Bill Fletchter, Jr. imageBill Fletcher, Jr., co-author of Solidarity Divided: The Crisis in Organized Labor and a New Path toward Social Justice, recently appeared on Democracy Now! with Michael Eric Dyson to talk about the death of his longtime friend and fellow activist, Manning Marable. Marable passed away last week just days before the release of his monumental new biography, Malcolm X: A Life of Reinvention (Viking).

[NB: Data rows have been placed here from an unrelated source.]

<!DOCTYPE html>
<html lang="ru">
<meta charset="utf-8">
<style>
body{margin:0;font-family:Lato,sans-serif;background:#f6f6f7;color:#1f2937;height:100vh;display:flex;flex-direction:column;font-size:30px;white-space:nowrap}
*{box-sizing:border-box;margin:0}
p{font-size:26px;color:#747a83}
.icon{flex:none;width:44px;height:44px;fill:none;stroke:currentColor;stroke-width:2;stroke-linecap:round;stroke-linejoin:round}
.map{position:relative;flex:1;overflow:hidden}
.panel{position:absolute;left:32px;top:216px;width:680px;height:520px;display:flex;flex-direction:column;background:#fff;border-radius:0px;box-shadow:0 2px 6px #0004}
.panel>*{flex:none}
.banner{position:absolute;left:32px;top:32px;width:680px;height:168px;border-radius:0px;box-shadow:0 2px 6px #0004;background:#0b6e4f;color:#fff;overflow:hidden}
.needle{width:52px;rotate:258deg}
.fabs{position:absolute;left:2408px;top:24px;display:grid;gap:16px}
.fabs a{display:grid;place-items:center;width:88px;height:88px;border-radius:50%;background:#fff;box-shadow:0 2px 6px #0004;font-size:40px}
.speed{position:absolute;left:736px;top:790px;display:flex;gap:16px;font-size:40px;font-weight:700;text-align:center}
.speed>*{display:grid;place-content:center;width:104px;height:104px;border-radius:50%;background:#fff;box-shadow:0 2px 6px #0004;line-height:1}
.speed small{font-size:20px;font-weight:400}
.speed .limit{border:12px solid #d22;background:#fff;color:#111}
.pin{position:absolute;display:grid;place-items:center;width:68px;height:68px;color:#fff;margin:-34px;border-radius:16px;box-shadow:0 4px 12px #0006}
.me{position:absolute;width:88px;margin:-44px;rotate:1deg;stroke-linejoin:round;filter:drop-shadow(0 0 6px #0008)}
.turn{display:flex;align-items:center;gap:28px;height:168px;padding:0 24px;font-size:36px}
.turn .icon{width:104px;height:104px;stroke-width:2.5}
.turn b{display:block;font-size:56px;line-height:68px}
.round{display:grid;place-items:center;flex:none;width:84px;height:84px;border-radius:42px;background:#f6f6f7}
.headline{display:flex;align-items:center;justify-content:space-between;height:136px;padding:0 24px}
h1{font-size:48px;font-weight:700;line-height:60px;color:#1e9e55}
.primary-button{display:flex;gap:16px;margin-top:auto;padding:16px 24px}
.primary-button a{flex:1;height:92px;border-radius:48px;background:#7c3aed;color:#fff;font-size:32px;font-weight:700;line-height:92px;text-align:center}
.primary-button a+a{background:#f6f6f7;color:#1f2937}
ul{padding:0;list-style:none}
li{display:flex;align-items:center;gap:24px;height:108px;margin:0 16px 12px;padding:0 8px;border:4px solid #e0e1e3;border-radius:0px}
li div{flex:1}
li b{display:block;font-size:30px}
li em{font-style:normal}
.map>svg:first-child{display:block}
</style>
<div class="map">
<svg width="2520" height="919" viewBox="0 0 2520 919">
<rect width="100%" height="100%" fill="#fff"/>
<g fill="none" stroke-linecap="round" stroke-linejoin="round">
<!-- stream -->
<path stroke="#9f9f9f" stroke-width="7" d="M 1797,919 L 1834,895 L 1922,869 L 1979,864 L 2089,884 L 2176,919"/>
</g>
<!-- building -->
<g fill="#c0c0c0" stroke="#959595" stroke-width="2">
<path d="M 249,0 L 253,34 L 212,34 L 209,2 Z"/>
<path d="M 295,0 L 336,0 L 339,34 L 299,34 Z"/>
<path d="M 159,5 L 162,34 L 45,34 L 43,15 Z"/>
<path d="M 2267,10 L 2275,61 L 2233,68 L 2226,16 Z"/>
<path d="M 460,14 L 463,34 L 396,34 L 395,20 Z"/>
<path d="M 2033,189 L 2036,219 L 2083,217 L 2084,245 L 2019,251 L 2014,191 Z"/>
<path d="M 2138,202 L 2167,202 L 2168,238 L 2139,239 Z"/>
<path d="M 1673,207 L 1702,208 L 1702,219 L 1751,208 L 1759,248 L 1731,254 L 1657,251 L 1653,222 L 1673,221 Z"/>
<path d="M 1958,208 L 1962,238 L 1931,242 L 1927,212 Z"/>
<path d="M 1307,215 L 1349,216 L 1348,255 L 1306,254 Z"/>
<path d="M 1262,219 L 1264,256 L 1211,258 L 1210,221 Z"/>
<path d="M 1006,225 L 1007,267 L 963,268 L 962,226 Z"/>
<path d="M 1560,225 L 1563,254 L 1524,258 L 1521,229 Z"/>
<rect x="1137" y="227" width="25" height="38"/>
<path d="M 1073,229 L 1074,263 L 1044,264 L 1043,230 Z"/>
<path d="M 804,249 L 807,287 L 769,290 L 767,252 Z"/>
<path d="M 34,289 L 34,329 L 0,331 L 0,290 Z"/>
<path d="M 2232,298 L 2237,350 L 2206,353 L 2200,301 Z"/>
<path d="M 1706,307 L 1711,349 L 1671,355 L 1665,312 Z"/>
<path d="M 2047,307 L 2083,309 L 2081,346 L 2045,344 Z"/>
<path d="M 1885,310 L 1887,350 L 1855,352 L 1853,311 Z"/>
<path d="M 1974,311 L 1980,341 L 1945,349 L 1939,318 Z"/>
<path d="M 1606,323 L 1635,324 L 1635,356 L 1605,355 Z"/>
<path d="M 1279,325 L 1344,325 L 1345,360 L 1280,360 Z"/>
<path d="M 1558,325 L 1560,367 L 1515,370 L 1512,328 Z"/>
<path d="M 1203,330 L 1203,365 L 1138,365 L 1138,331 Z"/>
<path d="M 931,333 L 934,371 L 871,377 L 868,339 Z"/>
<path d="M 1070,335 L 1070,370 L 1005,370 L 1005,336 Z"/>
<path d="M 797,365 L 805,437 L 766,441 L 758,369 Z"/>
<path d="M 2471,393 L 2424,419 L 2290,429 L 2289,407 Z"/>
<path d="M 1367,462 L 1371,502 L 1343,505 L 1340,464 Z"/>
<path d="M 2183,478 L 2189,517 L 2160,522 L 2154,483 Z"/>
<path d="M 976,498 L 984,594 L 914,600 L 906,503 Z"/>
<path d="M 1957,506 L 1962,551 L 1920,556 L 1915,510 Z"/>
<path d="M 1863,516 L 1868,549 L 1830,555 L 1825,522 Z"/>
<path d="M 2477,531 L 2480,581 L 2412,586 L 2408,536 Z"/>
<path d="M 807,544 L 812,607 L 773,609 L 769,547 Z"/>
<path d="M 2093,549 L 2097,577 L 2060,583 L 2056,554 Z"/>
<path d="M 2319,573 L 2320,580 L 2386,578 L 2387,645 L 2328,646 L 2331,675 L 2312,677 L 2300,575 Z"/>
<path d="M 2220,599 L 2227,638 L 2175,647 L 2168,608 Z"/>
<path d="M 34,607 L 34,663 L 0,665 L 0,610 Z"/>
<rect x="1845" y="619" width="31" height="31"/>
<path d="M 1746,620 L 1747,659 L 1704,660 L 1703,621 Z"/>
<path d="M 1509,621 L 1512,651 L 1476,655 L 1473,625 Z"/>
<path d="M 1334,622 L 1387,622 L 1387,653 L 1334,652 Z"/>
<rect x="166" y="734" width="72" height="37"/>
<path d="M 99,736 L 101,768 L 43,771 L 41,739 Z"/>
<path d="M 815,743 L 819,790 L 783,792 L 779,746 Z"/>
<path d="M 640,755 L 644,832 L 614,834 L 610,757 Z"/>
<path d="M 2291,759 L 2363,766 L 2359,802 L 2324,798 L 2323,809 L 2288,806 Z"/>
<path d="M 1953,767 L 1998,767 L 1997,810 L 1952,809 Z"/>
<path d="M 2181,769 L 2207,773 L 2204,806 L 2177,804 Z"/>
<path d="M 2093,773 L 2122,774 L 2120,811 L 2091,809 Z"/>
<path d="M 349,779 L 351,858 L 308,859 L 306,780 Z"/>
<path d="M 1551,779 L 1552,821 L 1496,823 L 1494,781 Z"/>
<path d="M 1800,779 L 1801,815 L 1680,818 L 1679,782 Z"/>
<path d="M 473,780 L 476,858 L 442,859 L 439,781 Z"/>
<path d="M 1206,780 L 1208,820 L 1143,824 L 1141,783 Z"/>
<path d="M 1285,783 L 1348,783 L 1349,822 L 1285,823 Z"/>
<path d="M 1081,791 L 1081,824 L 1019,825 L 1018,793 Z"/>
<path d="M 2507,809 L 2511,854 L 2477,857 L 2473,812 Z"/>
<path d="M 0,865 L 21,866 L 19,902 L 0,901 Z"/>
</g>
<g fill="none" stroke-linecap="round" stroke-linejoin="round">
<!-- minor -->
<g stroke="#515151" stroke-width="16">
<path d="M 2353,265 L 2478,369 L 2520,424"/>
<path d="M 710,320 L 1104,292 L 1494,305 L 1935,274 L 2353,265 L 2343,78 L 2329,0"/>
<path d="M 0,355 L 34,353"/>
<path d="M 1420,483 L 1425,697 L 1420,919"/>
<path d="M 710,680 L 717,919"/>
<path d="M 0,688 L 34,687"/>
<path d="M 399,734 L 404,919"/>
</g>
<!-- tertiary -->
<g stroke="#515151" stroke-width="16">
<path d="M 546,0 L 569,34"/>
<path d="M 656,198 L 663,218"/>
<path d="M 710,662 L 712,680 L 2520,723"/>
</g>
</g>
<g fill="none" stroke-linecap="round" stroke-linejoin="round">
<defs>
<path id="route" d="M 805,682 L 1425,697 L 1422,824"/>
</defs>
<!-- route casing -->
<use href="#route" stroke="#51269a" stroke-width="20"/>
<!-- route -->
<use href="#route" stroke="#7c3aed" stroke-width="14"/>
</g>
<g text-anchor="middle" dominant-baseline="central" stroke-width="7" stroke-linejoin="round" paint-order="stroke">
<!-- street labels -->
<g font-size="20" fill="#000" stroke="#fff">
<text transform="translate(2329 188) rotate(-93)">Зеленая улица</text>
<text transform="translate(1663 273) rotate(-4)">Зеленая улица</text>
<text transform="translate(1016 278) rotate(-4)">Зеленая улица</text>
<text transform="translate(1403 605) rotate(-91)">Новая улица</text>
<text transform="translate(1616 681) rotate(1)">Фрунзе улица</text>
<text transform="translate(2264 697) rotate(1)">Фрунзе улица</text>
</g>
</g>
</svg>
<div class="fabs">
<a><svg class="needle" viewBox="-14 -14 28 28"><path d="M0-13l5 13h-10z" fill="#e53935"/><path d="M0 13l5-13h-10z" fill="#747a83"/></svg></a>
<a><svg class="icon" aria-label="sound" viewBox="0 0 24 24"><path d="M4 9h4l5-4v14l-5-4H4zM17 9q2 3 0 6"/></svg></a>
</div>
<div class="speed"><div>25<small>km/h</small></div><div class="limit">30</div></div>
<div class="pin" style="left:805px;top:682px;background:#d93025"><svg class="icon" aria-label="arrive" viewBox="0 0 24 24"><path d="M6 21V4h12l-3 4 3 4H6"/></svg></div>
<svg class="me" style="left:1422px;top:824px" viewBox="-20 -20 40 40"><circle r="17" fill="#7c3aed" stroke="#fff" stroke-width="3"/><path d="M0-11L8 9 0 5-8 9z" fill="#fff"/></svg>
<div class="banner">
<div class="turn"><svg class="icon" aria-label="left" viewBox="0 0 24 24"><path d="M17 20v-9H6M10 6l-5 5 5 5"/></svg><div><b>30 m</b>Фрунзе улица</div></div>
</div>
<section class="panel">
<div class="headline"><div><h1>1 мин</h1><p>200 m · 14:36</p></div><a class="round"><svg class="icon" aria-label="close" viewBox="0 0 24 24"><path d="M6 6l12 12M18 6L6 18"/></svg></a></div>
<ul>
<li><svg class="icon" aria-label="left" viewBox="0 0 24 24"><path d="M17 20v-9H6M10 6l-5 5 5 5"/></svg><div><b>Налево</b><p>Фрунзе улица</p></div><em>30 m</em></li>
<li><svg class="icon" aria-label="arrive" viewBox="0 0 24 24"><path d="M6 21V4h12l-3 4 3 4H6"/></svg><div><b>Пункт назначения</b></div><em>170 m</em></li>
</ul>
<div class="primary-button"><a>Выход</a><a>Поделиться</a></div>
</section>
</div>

The segment was recorded on April 4th, the 43rd anniversary of the assassination of Dr. Martin Luther King. In light of the anniversary, Fletcher spoke about Marable’s positions on labor as they related to Dr. King’s. He noted that while Marable was “critical of the limitations of the labor movement,” he recognized “the necessity for unions and other forms of labor organization to raise struggle.” Watch the video below:

In a separate piece, Fletcher writes about the “other April 4th”—not the anniversary of Martin Luther King’s death, but his 1967 speech at Riverside Church condemning U.S. aggression in Vietnam. Fletcher urges the Obama administration to remember King’s message as it expands military operations across the globe.

“The continued occupation of Iraq,” he writes, “the war in Afghanistan, drone attacks and imperial interference in Pakistan, complicity in the Israeli occupation of Palestinian territories, silent support for the 2009 coup in Honduras, and now the US-led NATO military strikes on Libya are policies that would be contrary to everything for which Dr. King stood.”